Cuando las agitaciones políticas dejan lugar apenas a la polémica literaria, y la caja de guerra llama cada día nuevos hijos de la patria a la victoria o a la muerte; cuando podríamos aplicar a la España lo que el inmortal Shakespeare decía en su Macbeth de la Escocia –«nadie sonríe en ella sino el niño que ignora sus desgracias»–; cuando suena la campana de la muerte, apenas hay quién pregunte por quién. Parecerá tal vez extraño, cuando no ridículo, el ocuparnos en examinar si nuestra patria reúne en su seno y en su historia todo lo que puede exaltar la imaginación del poeta, y dar al género romántico aquellas escenas ya tiernas, ya terribles que arrebatan la admiración, dejando al lector en un delicioso éxtasis, para arrancarle después una lágrima de compasión o de dolor, según la diversidad de los cuadros con que adorna sus bellos edificios. Sin embargo, ha de llegar el día en que se canse nuestro suelo de tragar los cadáveres de sus hijos, y en que se disipe el humo de los combates para renacer en su horizonte el iris de paz. La nueva escuela hace en España, a pesar de los disturbios civiles, iguales progresos a los que ha hecho en otras partes, y osamos predecir que, cediendo la guerra el campo a la literatura, llegará nuestra patria a ser por excelencia romántica. Permítasenos, pues, el que nos anticipemos, y que, desprendiéndonos por algunos momentos de un suelo cubierto de huesos y regado de sangre, nos traslademos a los días felices que amanecerán para tratar el objeto que nos ocupa.

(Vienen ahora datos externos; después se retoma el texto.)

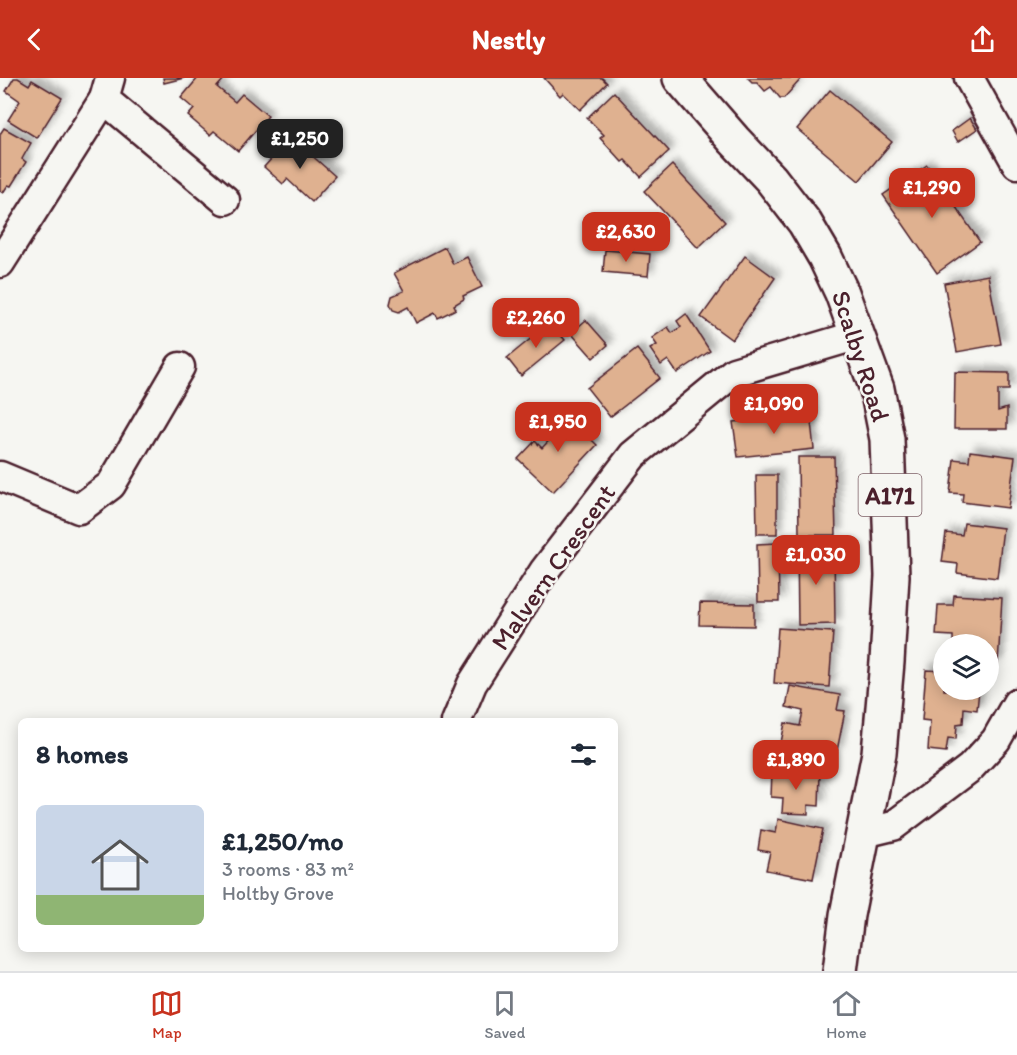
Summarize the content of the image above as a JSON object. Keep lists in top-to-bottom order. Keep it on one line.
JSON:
{"streets":{"highway":["Scalby Road","A171"],"street":["Malvern Crescent"]},"crossings":[["Scalby Road","Malvern Crescent"]],"page":{"header":"Nestly","price":["£1,250","£1,290","£2,630","£2,260","£1,090","£1,950","£1,030","£1,890"],"heading":"8 homes","list":[{"name":"£1,250/mo","note":"3 rooms · 83 m² · Holtby Grove"}],"tabs":["Map","Saved","Home"]}}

«La España –dice M. de Laborde– es uno de los países que más variedad encierra en sus monumentos, y mayor interés en su historia. Rica en dones de la naturaleza, la industria de muchas ciudades y el genio de varios pueblos han contribuido a embellecerla. La majestad de los templos romanos, forma en algunas de sus ciudades un contraste singular con la delicadeza de los monumentos árabes y la arquitectura gótica con la hermosa sencillez de los edificios modernos». Podemos añadir que es la Península la heredera de los adornos de las naciones más civilizadas y de sus edades más cultas.

En general, la España nos ofrece por sí sola todo lo que los demás pueblos tienen de más poético y grande. Si el fiero árabe del desierto ha fijado su solitaria cabaña en las orillas del Nilo, sin hacer el menor caso de esta divinidad de los antiguos egipcios, también el zagal de la Iberia ha levantado su pajiza choza en las riberas del Tajo, donde pereció para siempre la monarquía goda, sin acordarse siquiera de este deplorable suceso. Si el tártaro cazador habita la ciudadela de Atenas, llena de los primeros del cincel de Fidias, el hijo de Agar descansó más de una vez entre las negruzcas columnas de la que fue Numancia. Si los despeñaderos de las Termópilas dieron sepultura a los soldados de Jerjes y a los héroes de Lacedemonia, también lució en los montes de Navarra el acero de la independencia y se llenaron sus precipicios de los defensores del islamismo y de los valientes de Pelayo. Aun más: si al pie de los muros de Jerusalén pelean los caballeros del sepulcro contra los secuaces del Alcorán, los de Calatrava hondean el pendón de la cruz delante de las medias lunas de Mahoma.

No hablaremos de aquellos primeros tiempos en que la Bética era el olimpo de los inmortales, el teatro de las hazañas de los héroes y semidioses, y el Elíseo de los griegos. Homero la celebró ya, y Fenelón la ha hermoseado. Envueltas por otra parte las noticias que de ella tenemos en los errores de la mitología y confundidas con las ruinas de los siglos, no presentaría la ilusiones poéticas que exigen los admiradores de Byron y Walter Scott, y les obligara a ser idólatras en medio del cristianismo, como los vencedores de los persas y los hombres del Capitolio.